From: Bill Moseley <moseley(at)not-real.hank.org>
Date: Thu Dec 27 2001 - 00:56:59 GMT
At 04:05 PM 12/26/01 -0800, Jean-François PIÉRONNE wrote:
>> But, 4.5 million unique "words"?  That's a lot of words.  Are you really
>> going to search those words?
>> 
>
>The files are sources listing (OpenVMS sources listing) which contains lot of
>number in decimal, hexadecimal and C hex format (0x format) but i haven't
found
>how to not index the two hex formats (for the first format i have define
>IGNOREALLN to 1 in config.h)

There's a new config setting that's in CVS -- I'm not sure how long ago I
checked it in.  I'm not even sure if it will stay in swish.

   IgnoreNumberChars

For example, if you set it like:

   IgnoreNumberChars 0123456789abcdef

It won't index hex numbers.  Of course it won't index the word "bad"
either.  So you can see it has limited use for hex.  It's really more
designed for

   IgnoreNumberChars 0123456789,.

But, I'm still not clear if it's worth keeping in the source.

Another approach would be to use -S prog and simply use regex matching to
remove all the hex numbers from the source before sending to swish.

Regarding -e and not -e:  If your OS is caching the temporary file in RAM
anyway, might as well run without -e.  You can imagine that -e with your
index size would really work the disk drive.  While in the step "Writing
Word Data" -e has to seek all over the place to collect all the words (word
position data) from different documents together.  Without -e, the words
are just linked together in memory while indexing.
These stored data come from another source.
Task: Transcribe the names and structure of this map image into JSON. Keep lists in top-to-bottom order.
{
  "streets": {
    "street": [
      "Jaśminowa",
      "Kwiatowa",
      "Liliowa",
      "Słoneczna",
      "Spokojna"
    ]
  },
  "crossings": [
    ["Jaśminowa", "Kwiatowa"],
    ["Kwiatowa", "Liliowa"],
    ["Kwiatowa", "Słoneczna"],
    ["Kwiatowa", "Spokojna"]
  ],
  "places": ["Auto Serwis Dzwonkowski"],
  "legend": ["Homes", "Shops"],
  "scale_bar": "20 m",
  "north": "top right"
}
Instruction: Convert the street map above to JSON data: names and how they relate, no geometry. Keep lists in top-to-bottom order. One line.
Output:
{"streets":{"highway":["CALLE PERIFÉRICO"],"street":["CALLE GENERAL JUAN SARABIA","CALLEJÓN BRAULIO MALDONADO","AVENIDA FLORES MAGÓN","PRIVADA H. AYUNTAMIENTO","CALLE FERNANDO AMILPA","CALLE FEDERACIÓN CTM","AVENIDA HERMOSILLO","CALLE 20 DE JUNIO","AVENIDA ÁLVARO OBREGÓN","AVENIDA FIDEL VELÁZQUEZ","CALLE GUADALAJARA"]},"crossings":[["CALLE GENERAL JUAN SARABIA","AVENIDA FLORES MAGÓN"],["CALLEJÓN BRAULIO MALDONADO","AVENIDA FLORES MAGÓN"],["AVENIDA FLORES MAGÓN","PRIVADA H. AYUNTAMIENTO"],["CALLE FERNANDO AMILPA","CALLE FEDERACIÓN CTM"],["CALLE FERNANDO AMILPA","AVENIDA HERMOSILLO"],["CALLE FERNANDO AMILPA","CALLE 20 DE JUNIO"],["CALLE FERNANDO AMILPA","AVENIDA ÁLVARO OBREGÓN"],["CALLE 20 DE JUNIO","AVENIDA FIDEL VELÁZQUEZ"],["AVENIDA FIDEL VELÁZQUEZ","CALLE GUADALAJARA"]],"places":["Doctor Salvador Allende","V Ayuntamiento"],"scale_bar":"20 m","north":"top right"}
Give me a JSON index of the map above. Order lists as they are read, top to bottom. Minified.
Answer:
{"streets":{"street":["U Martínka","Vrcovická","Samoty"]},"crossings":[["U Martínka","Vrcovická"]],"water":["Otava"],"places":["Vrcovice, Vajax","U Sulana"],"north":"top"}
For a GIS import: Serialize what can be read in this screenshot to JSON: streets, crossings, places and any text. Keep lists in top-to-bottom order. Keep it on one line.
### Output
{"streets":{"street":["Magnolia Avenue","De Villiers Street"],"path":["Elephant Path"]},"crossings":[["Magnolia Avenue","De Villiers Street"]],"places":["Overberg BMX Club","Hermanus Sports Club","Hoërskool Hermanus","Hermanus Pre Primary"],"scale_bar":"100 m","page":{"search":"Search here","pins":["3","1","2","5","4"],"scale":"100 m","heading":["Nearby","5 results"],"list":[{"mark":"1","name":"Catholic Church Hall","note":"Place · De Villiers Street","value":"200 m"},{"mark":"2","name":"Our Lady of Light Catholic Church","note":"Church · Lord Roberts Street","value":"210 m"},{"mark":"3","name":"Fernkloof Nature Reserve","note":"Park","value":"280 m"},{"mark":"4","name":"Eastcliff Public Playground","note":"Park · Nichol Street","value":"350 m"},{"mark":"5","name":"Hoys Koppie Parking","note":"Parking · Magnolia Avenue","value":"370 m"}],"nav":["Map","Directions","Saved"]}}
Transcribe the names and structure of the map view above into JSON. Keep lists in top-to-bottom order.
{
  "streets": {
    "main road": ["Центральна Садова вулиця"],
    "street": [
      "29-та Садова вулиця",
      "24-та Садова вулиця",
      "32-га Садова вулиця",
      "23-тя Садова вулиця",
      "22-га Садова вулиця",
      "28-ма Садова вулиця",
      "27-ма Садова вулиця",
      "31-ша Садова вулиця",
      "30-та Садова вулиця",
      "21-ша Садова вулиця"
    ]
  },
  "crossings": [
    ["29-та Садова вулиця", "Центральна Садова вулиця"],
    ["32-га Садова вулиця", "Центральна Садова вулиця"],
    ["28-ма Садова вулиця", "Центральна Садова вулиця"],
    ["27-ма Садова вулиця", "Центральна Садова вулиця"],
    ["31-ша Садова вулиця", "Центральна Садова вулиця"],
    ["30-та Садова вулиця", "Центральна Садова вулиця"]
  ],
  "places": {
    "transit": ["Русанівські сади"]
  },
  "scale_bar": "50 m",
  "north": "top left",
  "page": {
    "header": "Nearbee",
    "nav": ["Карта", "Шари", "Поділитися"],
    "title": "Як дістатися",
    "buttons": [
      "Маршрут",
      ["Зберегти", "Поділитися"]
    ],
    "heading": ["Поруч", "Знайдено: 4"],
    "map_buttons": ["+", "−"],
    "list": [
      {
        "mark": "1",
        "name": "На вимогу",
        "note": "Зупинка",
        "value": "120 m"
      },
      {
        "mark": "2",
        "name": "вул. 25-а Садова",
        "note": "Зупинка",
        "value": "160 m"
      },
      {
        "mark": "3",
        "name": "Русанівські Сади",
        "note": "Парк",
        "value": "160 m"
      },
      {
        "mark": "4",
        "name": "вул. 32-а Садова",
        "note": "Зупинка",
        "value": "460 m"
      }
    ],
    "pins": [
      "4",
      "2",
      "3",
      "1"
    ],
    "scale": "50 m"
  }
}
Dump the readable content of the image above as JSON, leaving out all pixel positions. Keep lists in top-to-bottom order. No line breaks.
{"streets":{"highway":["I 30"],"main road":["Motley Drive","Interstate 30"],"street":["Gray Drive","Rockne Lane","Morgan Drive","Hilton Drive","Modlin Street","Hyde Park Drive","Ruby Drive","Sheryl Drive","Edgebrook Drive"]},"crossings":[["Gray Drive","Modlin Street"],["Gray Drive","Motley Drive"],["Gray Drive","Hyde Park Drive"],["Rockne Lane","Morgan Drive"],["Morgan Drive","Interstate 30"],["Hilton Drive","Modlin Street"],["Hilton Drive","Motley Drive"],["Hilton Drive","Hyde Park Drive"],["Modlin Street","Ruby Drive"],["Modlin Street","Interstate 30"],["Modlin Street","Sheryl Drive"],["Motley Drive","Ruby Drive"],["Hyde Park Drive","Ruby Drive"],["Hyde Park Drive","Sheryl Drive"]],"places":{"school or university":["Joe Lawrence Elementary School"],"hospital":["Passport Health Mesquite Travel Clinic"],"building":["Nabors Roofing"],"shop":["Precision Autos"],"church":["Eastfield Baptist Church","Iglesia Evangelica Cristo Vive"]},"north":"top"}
I'm also not clear if there's any optimization (or guesses) done to prevent
reallocating memory too often or not when using very large number of unique
words.

>With '-e' switch:
>The process, until it reach the "Writing word data:" point, took 30' CPU
and use
>350 MB of memory, no paging or swaping.


>Without '-e' switch:
>The process, until it reach the "Writing word data:" point, took 38' CPU
and use
>350 MB of memory, generate more than 10 M pages faults.

Page faults meaning that it accessed memory that had been swapped out to disk?

Does that mean you really don't have enough RAM for indexing?  Or do you
have some memory limits that force swapping to disk?


>So the  switch '-e' seem to made the "Writing word data:" step very costly.

I think -e is very costly.  While indexing the word position data are
written sequentially out to disk, and so it's a lot of disk i/o reading
back in.  I think the point of -e is for people that don't have enough
memory, where indexing would basically make the machine swap to death.

Keep in mind that indexing is MUCH faster and more memory efficient than in
1.3 (or 2.0.x).  I mention this often, but my /usr/doc of 25,000 files
indexes in about 4 minutes (on my 128M system).  Not too long ago that was
15 minutes.  And before that it was about three hours (with swapping).  An
index that took nine hours on sunsite now takes about 15 minutes, if I
remember correctly.

Swish doesn't get pushed into the millions of files, or millions of words
too often, so these speed issues don't show up much.  But, it's a good time
to try to optimize even more.  So, if you can find anything that improves
the indexing, then that's great.

BTW -- Jose has tested using a btree-type of indexing scheme.  I'm not sure
of it's current state, but you might (for fun) try indexing with:

#define USE_BTREE

in config.h.  I don't think you can use -e with btree.




Bill Moseley
mailto:moseley@hank.org
Received on Thu Dec 27 00:58:25 2001